Common feminine health products riddled with dangerous chemicals - report
Common feminine care products contain hazardous chemicals including carcinogens, endocrine disruptors and reproductive toxins that can cause cancer among other dangers, a new report shows.
Women’s Voices for the Earth (WVE) released Wednesday the report
Chem Fatale revealing feminine care products, a $3 billion
industry, are marred by toxins and void of crucial regulations,
putting the health of millions of women at risk.
The report finds that the products used on or in absorbent parts of the female body are sold with little or no data provided about the ingredients they contain.
“The chemicals used in these products are a real concern given the inevitable exposure to sensitive and absorptive vulvar and vaginal tissue,” said Dr.

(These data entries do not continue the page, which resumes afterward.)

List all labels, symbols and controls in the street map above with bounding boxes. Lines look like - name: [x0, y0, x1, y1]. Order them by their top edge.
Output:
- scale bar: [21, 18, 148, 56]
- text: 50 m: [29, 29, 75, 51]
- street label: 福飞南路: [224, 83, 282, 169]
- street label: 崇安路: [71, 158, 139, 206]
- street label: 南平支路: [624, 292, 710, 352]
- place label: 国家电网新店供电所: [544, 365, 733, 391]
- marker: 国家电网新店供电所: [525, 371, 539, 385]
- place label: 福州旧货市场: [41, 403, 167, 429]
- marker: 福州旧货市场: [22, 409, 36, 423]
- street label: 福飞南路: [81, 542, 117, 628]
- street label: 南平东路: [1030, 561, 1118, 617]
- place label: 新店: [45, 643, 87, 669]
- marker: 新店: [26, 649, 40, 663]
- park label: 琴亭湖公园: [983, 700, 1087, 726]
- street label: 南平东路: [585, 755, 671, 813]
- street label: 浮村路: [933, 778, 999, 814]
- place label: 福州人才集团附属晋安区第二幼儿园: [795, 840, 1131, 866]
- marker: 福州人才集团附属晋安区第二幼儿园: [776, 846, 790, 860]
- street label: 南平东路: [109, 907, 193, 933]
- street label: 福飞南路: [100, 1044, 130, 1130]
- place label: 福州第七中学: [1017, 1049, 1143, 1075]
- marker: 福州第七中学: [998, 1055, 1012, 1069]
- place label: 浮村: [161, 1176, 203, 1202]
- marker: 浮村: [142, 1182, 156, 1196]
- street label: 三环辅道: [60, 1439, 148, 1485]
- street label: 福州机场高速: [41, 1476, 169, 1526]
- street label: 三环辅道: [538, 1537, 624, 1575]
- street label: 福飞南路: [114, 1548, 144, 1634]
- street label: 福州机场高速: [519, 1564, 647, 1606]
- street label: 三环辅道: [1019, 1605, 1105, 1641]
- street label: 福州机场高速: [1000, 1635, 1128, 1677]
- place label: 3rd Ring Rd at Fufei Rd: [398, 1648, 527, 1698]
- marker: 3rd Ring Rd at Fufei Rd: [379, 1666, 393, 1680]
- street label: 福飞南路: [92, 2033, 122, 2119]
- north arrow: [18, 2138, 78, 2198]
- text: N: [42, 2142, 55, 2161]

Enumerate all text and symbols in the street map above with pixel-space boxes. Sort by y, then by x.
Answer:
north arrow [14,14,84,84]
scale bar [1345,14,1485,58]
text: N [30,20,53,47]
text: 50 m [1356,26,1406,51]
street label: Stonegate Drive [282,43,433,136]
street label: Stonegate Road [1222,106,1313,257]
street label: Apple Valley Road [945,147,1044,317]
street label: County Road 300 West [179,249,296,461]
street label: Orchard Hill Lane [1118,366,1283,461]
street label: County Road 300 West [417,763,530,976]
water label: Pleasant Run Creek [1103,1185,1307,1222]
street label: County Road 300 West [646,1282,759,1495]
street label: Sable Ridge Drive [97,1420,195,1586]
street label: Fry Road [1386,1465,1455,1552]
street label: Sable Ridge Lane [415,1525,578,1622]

Ami Zota, a professor of occupational and environmental health at George Washington University, in a press release.
For instance, tampons and menstrual pads are regulated by the US Food & Drug Administration (FDA) as medical devices, thus are not required by law to disclose ingredients, making “it nearly impossible for consumers to avoid chemicals of concern found in these products.”
Feminine washes, wipes and sprays are defined as “cosmetics” and are required to be free of harmful substances that would harm users under normal conditions. Yet the FDA says it does not assess or preapprove products before they are marketed.
“Companies and individuals who manufacture or market cosmetics have a legal responsibility to ensure the safety of their products. Neither the law nor FDA regulations require specific tests to demonstrate the safety of individual products or ingredients. The law also does not require cosmetic companies to share their safety information with FDA.”
The FDA admits it also has no power to recall products. That is done by an industry-funded group the Cosmetics Ingredient Review (CIR). Though WVE says the panel rarely considers concerns with the products connected to exposure to “sensitive vulvar and vaginal tissue or their mucous membranes.”
Anti-itch creams and douches are over-the-counter drugs, but only the main ingredient of these products is regulated. For the rest of their ingredients, safety and compliance with regulations rests with the manufacturer.
Tampons and menstrual pads are used by 70 to 85 percent of women, the report states. Various brands of these products contain ingredients that expose women to pesticide residue, dioxins and furans, obscure fragrance chemicals and allergens. Subjection to these can lead to reproductive harm, endocrine disruption and cancer.
Products like feminine sprays or wipes, douches and anti-itch cream are used by 20 to 40 percent of women. A higher percentage of Black and Latina women use these products, which contain toxins like formaldehyde-releasing preservatives and parabens.
"We know that many of the most dangerous products that are found to cause chronic diseases also target women of color. The reality is knowledge isn’t enough—Latinas who already have health disparities, also face financial, economic, and geographic barriers to accessing safe alternatives,” said Cristina Aguilar, Interim Executive Director of Colorado Organization for Latina Opportunity and Reproductive Rights.
The report comes with list of products and their ingredients of concern. Top brands of these various products include CVS, Equate, Kirkland, Massengill, Summer's Eve, Vagisil, VH Essentials and Walgreens.